Terminology: Worm Castings Vs Vermicompost

To use the correct term, the material from a worm farm should be called “vermicompost”, or “VC” for short (Details below)

 

Storage Of Vermicompost (“Worm Castings”)

*** MOST IMPORTANT: Vermicompost should be treated like a worm farm:

It MUST be kept in a cool shady spot, preferably out of the sun, or heavily protected from the sun by more layers of bags, cardboard etc.

VC must be kept moist

They must not be sealed into an airtight container

They should be used at a maximum application of 20% to 25% of the volume of the soil. Any more and they do LESS good than at the ideal application rate.

Screening Of Vermicompost (“Worm Castings”)

There may be small lumps of material in the castings (unless you have bought screened castings from me, in which case I run them through a 6.5mm screening unit) – these lumps in my opinion are beneficial to the garden – they may have worms or cocoons in them – screening takes out any remaining worms in the castings, and only makes the castings look better.

 

Application Of Vermicompost (“Worm Castings”)

***** CAUTION Re Using On Edible Leaf Plants – Re PATHOGENS *****

Do NOT Use As A Foliar Spray On Edible Leaf Plants,

and do not broadcast VC onto these plants.

Carefully place the VC on the soil only, or use ACT only on the ground as a drench

(As A Precaution against pathogens)

The caution is that if there are pathogens in the VC, especially from un-composted animal manure inputs, or uneaten foods, that there could be pathogens in the VC.

Do not apply on leafy greens/ vegetables youre going to harvest to eat (use ground drench only on these gardens, being careful not to get it on the edibles.

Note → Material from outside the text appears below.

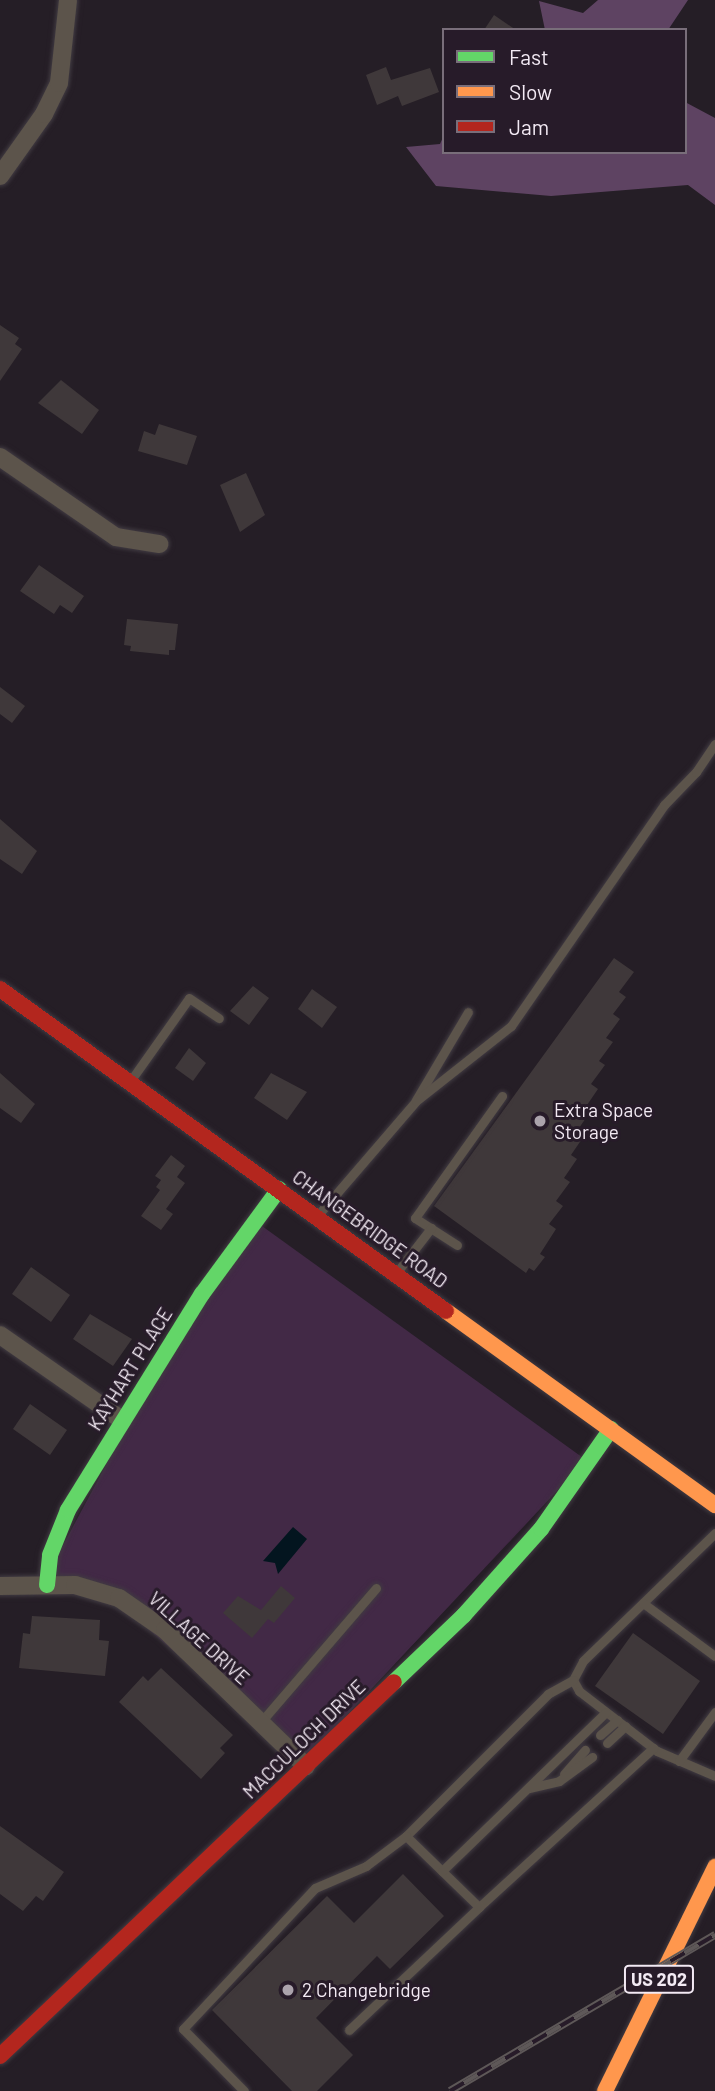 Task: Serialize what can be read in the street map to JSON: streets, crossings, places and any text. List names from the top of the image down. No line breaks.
{"streets":{"street":["CHANGEBRIDGE ROAD","KAYHART PLACE","VILLAGE DRIVE","MACCULOCH DRIVE","US 202"]},"crossings":[["CHANGEBRIDGE ROAD","KAYHART PLACE"],["CHANGEBRIDGE ROAD","MACCULOCH DRIVE"],["KAYHART PLACE","VILLAGE DRIVE"],["VILLAGE DRIVE","MACCULOCH DRIVE"]],"places":["Extra Space Storage","2 Changebridge"],"legend":["Fast","Slow","Jam"]}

This is a simple precaution)

 

Using The VC Itself, In Gardens, Plants In Pots Etc:

– VC may be applied to the soil around existing plants at a rough rate of a handful per plant, agitated into the soil then watered in.

– VC may be used to mix up soil for a garden, plant pots or seed germination/cuttings.

For these purposes addition of approx. 20% (1 part to 4 parts other soil mix) is sufficient, and has been tested by many as being the ideal amount to use.

Using more (than 30%) gives worse, and at times MUCH worse results.

Remember the value is in the MICROBIAL content of the material and its inherent properties as a soil CONDITIONER – NOT the value of its N-P-K.

 

The VC Can Be Used To Make “Actively Aerated Castings Tea” AKA “AACT”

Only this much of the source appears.